Documentation: the docs site has the full conceptual reference (penalties, datafits, weights, backends), porting guides for glmnet / ncvreg / grpreg, worked examples, and an auto-generated API reference. Built with Sphinx + Furo and hosted on Read the Docs (config in .readthedocs.yaml); preview locally with sphinx-build -b html docs docs/_build/html. CI builds it with -W (warnings = errors) on every PR.

skein targets a niche that's well-served in R (grpreg, ncvreg) but missing in Python at production quality: nonconvex group-structured penalties (group MCP, group SCAD, sparse-group nonconvex) with first-class support for weights along three axes — per-sample, per-feature, and per-group.

Status

v1.0.0 — the stable-API release. The skein-core public surface is now frozen per semver: items listed in docs/extending/rust-api.md follow the v1.x stability contract, and ~16 incidental pub items moved to pub(crate) during the M8.5 audit. Carries over v0.10.0's celer-style gap-safe screening on the GLM prox-Newton surrogate (3–8× wall-clock on logistic_lasso v2 cells), adds M14h native block-CD for LS group SCAD and sparse-group MCP / SCAD, ships the marginal-FDR selection layer, the per-block group orthonormalization (Breheny– Huang) preprocess, the composite-MCP and group-exponential-lasso bilevel penalties, a post-fit convex.min diagnostic on nonconvex paths, and the v2 benchmark expansion that adds direct-comparator coverage across the full GLM × {lasso, MCP} matrix. The supporting manuscript at paper/manuscript.tex compiles against the JMLR class file with post-M14e/f numbers folded into §Results and §Ablation. M5 model selection + inference + threaded CV folds + M11 graphical lasso (single + joint) + M12 hardening all carried over from v0.8. See ROADMAP.md for the full plan.

Done so far:

  • Solvers — production CD core (path solver, strong rule + KKT verification, gap-safe screening, Anderson acceleration, M13.1 saturation bypass, M13.2 cross-λ gradient cache); GLM prox-Newton paths run the same celer-style screening on the weighted-LS surrogate (M13.8: gap-safe sphere + Anderson dual extrapolation + adaptive 0.3 × prev_outer_pgd inner tol + weighted strong-convexity correction r²=2·gap·max(w)/n2.2–8.2× wall-clock on logistic_lasso v2 cells); group block-CD with native non-convex prox for group MCP (M13.4b for LS, M13.4c for logistic / Poisson / Cox) and an LLA outer loop for the remaining sparse-group MCP / SCAD families (M13.4 Phase 2.3 weight-space short-circuit); Rayon-parallel group sweeps; operator-norm Lipschitz via power iteration.
  • Datafits — least squares, binomial logistic, Poisson (log link, with offsets), Cox PH (Breslow + Efron ties), multinomial softmax, Huber.

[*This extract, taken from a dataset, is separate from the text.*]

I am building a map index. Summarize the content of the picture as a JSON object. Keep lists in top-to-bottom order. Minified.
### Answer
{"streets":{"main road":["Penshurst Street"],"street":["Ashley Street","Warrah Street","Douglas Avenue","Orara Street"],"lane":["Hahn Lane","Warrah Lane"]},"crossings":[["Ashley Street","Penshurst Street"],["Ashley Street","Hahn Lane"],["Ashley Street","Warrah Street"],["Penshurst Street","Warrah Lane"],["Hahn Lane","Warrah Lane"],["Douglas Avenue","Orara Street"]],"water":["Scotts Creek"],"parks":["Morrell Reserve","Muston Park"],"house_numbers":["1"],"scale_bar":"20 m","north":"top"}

All glued together by a GlmDatafit trait that exposes a weighted-LS surrogate; the M1/M2 inner solvers absorb every GLM unchanged.
  • Penalties — lasso, MCP, SCAD, elastic net, bridge |β|^q, group lasso, group MCP, group SCAD, group elastic net, sparse-group lasso, sparse-group MCP, sparse-group SCAD. Per-feature and per-group weights honored throughout.
  • Design-matrix backendsDenseMatrix, SparseCSC, lazy Standardized<D>, MmapMatrix (f64 + f32), row-block Chunked<C>, Augmented<D>, MultiTaskDesign<D> — all behind one trait, freely composable.
  • Python — sklearn-compatible estimators for every (datafit × penalty) combination (~150 classes); type stubs; warm-started λ-paths; standardization with original-scale coef_ / intercept_ recovery on dense and sparse.
  • Model selection + inference (M5 + M14a) — K-fold CV across every *PathCV class (threaded folds via PyO3 GIL release, ~2.3–2.5× speedup); AIC/BIC/EBIC tuning; stability selection (MB bootstrap); debiased / desparsified lasso for LS + binomial + Poisson + Cox with Wald CIs and p-values (Cox added in M14a — no mainstream Python package has it).
  • Graphical models (M11 + M14a) — sparse precision matrix estimation (GraphicalLasso / GraphicalMCP / GraphicalSCAD) and joint estimation across K related populations (JointGraphicalLasso / JointGraphicalMCP, Danaher–Wang–Witten 2014 group form via ADMM), with EBIC tuning, bootnet-style bootstrap edge stability, and edge-level Benjamini–Hochberg FDR / Bonferroni / Holm FWER / Meinshausen–Bühlmann stability bound (M14a — no other graphical-models package controls error rates at the edge level). Nonconvex penalties on edges close the shrinkage-bias gap that sklearn.covariance.GraphicalLasso and R's glasso / qgraph / bootnet leave open.
  • Network psychometrics pipeline (M14a) — polychoric / polyserial correlations (Olsson 1979 two-step ML) for ordinal Likert data via polychoric_correlation / polyserial_correlation / polychoric_covariance_matrix. The end-to-end polychoric_correlationGraphicalMCP (EBIC-tuned) → GraphicalBootstrap.fdr_threshold(...) worked example in docs/examples/psychometrics.md is the closeout for the M11.1 psychometrics-replication exit criterion.
  • Distribution + docs (M8) + hardening (M12) — CI + cibuildwheel + Read the Docs + Sphinx site (concepts + R-porting + extending + examples + API ref) + R numerical regression suite vs glmnet / ncvreg / grpreg + stable Rust API contract. M12 added penalty + datafit unit-test coverage, an integration test directory, a CI smoke job for the PyO3 layer, and an R-fixture gate.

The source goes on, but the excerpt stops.